* Task description *
Work out how many lines of this material hold the word "readable". Write only that number.

* Given records *
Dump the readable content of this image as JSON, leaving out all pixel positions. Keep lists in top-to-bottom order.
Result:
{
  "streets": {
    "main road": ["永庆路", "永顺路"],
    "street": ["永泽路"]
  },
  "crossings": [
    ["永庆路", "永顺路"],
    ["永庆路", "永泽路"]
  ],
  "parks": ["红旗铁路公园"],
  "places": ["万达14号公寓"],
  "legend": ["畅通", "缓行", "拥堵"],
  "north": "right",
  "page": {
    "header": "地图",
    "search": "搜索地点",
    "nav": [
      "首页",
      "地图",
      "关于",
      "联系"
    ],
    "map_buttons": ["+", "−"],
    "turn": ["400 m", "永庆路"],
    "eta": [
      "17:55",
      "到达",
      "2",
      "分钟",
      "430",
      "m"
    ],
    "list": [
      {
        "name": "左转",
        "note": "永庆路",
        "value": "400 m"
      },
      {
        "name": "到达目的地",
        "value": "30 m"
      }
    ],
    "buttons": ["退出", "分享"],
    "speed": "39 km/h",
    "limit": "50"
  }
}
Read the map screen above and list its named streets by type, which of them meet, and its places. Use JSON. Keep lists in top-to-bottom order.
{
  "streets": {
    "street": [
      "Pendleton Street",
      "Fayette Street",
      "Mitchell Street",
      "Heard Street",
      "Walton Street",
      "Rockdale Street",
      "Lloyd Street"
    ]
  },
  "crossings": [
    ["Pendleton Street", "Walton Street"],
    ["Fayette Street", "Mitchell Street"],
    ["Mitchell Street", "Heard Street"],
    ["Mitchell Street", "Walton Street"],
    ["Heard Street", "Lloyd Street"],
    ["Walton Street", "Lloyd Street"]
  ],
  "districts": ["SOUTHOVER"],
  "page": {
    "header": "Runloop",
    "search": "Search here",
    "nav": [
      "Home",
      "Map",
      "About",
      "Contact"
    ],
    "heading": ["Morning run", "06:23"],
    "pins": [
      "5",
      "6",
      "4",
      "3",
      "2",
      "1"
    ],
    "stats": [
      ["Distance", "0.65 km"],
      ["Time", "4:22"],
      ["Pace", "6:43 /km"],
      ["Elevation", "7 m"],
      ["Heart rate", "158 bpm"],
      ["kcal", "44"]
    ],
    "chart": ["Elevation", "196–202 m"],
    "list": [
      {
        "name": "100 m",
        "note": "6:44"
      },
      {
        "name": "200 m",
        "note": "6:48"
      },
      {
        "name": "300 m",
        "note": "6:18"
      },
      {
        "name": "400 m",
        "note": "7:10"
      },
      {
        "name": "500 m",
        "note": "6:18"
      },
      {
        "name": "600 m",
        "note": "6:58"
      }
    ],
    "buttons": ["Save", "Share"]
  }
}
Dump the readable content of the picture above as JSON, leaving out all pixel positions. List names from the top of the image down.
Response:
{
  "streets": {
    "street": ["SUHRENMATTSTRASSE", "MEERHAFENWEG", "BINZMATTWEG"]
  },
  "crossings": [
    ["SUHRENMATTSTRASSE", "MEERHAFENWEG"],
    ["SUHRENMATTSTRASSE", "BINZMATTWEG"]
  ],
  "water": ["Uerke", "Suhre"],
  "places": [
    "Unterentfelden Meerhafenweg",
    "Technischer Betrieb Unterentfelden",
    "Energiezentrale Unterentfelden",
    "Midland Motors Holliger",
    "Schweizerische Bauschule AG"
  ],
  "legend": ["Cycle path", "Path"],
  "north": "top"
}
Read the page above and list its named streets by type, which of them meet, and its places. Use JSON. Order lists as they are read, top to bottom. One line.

* Exercise answer *
2